═════ Available data ═════

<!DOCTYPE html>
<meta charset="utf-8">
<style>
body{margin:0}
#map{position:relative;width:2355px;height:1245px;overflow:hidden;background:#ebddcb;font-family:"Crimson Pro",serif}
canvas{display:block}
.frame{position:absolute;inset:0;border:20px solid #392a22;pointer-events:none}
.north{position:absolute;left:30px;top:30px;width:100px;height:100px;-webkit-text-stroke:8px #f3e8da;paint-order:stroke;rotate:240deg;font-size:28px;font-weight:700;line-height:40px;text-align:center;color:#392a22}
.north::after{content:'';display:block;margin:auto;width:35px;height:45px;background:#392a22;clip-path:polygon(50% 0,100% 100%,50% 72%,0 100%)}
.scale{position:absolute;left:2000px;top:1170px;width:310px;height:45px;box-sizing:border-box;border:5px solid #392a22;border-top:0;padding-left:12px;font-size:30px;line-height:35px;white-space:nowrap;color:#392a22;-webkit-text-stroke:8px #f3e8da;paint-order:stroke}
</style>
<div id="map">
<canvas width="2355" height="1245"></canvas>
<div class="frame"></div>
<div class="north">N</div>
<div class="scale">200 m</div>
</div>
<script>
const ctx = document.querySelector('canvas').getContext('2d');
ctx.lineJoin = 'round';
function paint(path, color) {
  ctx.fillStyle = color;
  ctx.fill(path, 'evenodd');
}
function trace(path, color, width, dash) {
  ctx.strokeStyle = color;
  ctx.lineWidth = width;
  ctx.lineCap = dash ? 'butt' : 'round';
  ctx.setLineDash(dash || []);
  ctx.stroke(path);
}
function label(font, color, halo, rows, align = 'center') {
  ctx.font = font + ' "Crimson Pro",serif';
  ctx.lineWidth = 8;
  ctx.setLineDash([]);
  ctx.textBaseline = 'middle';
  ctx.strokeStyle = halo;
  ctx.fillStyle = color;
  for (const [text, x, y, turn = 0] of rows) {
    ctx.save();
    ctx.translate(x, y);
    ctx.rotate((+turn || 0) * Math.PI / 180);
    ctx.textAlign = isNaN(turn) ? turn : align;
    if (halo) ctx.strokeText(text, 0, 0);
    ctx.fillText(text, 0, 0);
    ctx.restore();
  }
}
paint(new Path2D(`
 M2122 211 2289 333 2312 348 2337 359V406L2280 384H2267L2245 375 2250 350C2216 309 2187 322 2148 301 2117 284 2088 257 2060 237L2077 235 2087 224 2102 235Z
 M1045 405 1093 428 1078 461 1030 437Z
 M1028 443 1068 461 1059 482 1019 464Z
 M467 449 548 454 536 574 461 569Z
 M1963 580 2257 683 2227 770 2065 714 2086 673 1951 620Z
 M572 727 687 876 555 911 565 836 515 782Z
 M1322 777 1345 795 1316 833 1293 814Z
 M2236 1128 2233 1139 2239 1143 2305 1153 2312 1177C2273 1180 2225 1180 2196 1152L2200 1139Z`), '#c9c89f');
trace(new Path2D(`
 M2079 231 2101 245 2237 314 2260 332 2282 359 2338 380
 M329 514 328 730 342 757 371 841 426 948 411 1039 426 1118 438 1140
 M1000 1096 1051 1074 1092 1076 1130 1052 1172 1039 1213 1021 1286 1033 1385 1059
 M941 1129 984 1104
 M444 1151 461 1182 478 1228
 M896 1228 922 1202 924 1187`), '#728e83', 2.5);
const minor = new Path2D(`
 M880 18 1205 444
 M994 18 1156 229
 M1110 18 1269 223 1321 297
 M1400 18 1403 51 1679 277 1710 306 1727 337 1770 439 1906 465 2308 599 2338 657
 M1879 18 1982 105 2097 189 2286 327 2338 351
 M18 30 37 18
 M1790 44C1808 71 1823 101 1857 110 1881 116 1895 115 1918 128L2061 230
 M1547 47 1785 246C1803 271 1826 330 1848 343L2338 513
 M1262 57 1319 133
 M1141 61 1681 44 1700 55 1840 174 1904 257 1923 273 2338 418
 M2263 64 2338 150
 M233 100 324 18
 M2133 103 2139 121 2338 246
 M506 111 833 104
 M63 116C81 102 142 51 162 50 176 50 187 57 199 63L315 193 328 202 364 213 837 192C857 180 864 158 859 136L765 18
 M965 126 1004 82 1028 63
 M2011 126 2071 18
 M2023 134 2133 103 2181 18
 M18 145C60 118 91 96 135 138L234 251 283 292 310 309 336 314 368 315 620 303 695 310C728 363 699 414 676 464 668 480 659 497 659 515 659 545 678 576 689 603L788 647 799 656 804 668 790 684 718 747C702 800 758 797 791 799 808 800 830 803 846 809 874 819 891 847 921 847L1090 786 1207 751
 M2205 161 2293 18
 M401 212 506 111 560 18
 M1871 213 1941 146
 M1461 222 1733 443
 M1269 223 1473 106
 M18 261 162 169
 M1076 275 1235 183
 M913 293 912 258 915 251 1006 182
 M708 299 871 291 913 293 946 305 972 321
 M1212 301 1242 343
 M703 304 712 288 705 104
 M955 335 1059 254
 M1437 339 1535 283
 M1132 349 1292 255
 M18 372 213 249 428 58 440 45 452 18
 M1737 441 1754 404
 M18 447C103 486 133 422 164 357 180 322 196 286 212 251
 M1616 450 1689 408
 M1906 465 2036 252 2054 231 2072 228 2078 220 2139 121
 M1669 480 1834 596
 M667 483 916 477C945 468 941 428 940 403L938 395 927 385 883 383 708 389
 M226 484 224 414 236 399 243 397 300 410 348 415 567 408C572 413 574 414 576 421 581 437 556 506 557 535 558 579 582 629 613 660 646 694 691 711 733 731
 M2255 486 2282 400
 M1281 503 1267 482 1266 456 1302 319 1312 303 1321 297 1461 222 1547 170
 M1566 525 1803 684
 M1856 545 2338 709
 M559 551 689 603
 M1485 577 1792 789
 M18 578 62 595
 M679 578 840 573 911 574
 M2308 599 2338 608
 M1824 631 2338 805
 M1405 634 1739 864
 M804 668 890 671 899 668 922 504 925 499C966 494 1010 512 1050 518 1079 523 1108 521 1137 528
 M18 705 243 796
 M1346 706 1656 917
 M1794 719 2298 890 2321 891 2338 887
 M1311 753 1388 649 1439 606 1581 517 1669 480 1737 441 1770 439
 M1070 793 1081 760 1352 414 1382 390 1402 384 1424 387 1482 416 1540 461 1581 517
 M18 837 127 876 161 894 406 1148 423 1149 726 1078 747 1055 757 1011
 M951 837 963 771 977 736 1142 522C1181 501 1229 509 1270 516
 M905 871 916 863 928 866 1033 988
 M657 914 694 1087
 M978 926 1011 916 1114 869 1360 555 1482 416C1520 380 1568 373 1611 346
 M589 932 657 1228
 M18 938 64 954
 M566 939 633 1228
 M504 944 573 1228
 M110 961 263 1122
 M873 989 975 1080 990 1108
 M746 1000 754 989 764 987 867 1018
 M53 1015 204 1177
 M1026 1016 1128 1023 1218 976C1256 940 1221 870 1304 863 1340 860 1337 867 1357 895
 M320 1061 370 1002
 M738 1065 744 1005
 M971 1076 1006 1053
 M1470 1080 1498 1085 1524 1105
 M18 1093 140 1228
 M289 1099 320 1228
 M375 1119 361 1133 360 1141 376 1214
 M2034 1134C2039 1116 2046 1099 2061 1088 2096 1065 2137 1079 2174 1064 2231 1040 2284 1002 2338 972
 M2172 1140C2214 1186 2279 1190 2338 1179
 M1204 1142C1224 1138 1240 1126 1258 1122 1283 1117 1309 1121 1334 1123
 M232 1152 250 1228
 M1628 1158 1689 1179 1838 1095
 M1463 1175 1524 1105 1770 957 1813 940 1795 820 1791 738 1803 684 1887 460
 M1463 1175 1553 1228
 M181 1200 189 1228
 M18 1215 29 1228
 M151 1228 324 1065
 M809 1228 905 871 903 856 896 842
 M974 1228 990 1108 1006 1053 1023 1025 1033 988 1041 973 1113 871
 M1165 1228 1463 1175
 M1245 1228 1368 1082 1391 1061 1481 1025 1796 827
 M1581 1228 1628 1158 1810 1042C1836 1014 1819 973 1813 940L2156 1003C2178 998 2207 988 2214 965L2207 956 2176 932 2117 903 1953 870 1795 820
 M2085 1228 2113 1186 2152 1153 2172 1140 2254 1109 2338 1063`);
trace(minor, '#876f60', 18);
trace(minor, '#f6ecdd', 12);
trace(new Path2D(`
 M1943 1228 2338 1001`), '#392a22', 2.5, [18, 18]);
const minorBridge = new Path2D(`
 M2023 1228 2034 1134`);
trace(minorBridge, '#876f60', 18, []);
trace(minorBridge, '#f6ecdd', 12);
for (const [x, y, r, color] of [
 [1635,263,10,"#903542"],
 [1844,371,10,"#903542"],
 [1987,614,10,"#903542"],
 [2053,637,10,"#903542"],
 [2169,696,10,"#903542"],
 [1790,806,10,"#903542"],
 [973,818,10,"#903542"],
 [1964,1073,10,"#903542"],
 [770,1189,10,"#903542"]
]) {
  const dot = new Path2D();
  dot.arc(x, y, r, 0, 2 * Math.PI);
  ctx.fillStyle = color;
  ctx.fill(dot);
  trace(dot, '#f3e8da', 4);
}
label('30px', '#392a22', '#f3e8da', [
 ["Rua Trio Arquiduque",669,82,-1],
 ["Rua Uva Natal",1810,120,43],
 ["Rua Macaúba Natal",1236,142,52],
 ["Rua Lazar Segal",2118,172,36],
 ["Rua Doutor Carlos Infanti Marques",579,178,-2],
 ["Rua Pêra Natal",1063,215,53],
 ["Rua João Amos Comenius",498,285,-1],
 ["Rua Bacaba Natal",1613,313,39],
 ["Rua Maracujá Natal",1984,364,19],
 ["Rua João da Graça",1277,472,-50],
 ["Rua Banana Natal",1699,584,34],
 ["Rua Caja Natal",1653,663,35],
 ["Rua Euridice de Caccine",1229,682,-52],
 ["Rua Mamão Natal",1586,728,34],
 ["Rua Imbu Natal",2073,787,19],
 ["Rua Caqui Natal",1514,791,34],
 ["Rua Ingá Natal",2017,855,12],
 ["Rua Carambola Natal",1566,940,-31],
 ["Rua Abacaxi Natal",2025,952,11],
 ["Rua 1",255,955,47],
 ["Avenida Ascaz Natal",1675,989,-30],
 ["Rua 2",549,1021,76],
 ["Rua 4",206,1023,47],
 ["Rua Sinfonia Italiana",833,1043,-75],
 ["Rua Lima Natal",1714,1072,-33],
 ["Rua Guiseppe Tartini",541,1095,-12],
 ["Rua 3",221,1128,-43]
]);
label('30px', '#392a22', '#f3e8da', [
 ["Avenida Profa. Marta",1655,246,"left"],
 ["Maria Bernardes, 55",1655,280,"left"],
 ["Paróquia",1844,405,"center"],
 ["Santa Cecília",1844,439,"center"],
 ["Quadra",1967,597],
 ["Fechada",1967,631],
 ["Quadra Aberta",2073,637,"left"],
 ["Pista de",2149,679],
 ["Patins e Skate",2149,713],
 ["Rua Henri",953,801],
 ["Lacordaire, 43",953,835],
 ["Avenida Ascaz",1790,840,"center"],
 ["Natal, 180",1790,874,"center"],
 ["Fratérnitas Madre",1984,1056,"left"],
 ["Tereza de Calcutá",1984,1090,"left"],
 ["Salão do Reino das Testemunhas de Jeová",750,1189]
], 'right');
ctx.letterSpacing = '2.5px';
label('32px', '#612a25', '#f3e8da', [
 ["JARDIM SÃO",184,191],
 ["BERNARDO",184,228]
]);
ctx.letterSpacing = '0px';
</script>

═════

- **What this task involves**:
Whenever a line of the records holds the string "setLineDash", pick it out and copy it.

- **Response area**:
  ctx.setLineDash(dash || []);
  ctx.setLineDash([]);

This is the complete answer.